## ASSIGNMENT
Of the lines below, report only those that contain "building".
--- RECORDS SHOWN Enclosed Below ---
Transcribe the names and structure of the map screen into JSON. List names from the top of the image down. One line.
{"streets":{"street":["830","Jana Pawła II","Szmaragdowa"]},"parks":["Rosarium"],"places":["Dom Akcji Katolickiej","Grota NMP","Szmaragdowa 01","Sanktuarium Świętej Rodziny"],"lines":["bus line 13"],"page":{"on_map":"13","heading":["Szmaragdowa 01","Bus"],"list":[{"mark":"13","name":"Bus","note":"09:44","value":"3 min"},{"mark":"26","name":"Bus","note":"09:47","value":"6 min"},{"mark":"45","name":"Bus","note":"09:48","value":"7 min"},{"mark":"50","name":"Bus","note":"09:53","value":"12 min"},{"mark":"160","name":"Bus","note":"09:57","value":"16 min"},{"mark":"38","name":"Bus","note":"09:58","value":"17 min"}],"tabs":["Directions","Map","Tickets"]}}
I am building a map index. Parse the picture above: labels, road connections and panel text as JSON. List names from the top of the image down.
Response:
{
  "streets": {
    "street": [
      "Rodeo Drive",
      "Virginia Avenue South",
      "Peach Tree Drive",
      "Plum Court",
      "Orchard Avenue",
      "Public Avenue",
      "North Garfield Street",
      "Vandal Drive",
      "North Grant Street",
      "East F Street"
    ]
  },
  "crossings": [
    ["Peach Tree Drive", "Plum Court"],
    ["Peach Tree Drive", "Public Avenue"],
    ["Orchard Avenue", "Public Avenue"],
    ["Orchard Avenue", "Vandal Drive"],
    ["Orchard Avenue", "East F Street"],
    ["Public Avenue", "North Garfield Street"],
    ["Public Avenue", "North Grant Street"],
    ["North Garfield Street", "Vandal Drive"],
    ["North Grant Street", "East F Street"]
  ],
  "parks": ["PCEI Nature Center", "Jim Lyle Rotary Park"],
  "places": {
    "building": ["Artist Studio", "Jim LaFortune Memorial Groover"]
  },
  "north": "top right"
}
--- End of Enclosed RECORDS SHOWN ---
## RESPONSE TO THE TASK
I am building a map index. Parse the picture above: labels, road connections and panel text as JSON. List names from the top of the image down.
    "building": ["Artist Studio", "Jim LaFortune Memorial Groover"]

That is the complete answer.